◆ Exercise objective
Among the records that follow, count the lines where "check" appears, and state the count by itself.

◆ Dataset
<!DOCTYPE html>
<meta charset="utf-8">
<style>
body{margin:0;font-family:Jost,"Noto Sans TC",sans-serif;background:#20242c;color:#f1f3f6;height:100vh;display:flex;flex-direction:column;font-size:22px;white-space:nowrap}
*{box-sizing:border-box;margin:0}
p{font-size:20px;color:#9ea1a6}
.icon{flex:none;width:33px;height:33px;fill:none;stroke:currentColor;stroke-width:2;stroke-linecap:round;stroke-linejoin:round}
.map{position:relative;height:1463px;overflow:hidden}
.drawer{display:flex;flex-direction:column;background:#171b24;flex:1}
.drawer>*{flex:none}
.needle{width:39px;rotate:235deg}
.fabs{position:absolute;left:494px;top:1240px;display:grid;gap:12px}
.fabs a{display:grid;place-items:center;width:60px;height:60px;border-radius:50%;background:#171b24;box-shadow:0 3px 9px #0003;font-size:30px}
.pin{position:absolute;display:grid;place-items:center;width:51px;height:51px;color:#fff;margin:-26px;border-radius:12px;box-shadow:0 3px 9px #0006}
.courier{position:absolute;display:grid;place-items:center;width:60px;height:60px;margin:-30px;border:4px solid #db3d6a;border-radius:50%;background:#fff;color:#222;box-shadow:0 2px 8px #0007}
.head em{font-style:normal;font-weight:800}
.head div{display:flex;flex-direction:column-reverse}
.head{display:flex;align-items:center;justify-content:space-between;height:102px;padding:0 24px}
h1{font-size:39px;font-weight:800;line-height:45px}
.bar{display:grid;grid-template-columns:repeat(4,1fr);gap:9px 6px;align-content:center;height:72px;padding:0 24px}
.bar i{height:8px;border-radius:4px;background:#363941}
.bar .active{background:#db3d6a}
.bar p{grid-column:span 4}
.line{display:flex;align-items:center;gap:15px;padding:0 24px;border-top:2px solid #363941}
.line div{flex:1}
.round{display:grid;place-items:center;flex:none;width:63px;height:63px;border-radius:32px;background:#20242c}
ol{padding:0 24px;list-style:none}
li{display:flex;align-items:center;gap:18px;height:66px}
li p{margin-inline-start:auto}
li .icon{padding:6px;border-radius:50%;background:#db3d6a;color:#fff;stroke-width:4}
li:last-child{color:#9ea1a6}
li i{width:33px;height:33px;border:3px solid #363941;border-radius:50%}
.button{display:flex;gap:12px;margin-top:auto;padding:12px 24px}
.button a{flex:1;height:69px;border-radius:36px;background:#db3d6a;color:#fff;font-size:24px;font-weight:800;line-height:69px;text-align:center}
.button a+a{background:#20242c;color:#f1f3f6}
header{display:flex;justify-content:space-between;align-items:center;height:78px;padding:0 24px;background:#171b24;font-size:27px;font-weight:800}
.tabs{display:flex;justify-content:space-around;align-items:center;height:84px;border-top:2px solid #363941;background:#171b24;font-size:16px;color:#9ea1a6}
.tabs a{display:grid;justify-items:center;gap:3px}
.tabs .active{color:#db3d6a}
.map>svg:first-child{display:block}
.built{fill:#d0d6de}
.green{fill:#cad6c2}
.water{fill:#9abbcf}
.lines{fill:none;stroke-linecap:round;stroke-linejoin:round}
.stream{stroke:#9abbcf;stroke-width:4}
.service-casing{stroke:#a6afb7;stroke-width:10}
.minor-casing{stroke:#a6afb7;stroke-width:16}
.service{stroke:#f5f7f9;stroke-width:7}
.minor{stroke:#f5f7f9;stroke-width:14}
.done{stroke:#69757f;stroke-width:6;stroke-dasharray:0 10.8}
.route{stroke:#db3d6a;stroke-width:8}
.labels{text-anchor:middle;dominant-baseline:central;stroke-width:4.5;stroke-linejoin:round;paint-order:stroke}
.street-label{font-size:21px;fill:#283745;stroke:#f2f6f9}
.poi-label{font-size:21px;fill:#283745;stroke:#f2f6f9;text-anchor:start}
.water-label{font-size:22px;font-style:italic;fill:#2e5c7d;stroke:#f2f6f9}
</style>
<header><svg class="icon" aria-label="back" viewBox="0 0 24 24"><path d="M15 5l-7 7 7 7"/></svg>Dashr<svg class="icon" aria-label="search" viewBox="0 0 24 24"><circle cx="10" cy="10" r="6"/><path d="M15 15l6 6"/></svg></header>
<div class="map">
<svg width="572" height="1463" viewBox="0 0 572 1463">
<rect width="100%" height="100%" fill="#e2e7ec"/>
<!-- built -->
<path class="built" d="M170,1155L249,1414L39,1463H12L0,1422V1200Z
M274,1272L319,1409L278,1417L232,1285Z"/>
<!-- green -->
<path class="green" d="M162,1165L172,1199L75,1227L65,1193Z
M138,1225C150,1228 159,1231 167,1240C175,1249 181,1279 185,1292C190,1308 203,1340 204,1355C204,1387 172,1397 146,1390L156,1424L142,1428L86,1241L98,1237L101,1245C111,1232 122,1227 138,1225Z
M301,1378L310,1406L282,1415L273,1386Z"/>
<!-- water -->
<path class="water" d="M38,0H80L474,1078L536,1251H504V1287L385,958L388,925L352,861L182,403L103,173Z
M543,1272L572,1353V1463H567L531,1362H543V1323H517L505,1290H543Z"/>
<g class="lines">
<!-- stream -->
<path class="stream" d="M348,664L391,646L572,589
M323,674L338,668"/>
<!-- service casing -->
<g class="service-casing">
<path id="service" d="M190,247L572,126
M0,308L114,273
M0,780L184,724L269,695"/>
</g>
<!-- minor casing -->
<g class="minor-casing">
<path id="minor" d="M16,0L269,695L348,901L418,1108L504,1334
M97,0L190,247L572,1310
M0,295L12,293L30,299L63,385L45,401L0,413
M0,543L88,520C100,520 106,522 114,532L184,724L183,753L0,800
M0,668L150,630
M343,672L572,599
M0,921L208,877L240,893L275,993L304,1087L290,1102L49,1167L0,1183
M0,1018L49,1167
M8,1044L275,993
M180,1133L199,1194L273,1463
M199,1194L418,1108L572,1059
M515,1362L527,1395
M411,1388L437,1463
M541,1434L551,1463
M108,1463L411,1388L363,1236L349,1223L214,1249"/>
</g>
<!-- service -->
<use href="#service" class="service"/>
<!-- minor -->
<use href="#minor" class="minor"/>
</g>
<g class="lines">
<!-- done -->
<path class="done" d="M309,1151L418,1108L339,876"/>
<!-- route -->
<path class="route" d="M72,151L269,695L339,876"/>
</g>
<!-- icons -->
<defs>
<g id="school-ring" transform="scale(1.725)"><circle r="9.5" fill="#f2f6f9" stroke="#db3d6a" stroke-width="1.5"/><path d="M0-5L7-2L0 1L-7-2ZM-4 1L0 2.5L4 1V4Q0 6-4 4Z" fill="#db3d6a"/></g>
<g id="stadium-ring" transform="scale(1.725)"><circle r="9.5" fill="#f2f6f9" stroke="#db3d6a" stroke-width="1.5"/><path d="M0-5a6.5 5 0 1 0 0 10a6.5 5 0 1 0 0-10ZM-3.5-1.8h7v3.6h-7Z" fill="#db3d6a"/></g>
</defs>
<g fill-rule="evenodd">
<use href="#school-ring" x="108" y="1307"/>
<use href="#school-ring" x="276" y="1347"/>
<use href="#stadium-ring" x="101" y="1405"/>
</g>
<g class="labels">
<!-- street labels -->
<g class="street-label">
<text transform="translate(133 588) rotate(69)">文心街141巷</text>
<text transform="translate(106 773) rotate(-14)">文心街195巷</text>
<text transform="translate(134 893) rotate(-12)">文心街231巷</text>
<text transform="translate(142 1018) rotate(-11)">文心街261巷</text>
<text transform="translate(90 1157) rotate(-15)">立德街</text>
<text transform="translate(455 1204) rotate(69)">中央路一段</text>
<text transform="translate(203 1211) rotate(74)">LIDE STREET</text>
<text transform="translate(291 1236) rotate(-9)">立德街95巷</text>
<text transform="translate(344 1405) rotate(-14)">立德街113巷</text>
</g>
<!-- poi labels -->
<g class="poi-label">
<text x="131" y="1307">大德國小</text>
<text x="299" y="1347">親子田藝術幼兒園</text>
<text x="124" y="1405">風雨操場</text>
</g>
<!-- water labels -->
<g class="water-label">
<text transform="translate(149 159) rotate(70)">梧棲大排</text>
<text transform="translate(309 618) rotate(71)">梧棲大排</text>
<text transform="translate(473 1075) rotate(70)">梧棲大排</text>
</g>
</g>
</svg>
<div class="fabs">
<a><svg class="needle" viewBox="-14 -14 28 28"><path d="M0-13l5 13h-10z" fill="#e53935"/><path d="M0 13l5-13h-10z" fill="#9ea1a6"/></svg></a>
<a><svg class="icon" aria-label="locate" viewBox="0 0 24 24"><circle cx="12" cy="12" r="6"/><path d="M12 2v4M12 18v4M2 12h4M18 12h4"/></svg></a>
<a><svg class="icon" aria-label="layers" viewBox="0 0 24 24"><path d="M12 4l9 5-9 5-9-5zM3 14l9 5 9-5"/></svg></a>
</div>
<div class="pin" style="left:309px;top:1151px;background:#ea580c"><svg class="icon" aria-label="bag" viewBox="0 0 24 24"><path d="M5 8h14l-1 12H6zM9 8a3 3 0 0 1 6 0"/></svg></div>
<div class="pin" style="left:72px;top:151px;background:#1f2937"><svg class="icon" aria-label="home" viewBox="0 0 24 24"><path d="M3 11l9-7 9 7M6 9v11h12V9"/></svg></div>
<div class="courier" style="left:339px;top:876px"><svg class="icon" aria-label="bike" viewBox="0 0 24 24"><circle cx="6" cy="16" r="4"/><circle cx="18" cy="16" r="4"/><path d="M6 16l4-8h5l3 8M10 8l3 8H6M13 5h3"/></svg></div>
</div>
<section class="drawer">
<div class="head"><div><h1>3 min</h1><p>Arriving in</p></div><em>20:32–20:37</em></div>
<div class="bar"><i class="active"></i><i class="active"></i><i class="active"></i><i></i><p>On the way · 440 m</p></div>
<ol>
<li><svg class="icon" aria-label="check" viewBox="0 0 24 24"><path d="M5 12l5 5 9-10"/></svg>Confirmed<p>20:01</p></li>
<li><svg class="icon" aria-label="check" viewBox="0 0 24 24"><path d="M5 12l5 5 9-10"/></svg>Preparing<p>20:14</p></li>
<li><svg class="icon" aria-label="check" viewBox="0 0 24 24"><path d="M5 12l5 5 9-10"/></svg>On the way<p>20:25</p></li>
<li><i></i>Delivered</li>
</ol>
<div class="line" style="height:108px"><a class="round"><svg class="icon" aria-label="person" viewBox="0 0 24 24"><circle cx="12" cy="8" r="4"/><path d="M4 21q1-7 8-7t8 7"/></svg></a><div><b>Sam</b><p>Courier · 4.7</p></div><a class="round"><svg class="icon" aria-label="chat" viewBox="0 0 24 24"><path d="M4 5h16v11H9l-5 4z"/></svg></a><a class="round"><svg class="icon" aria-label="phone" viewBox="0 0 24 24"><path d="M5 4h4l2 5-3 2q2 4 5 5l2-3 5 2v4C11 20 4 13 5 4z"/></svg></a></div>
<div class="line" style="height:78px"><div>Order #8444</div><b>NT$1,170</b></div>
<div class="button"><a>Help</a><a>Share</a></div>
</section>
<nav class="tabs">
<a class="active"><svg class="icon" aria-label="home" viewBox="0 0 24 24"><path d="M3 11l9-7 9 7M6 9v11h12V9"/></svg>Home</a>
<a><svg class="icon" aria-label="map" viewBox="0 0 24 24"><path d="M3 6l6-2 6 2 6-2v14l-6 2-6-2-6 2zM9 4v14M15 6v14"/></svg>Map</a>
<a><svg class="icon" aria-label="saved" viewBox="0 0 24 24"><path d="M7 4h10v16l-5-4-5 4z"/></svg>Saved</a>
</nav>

◆ The completed task
3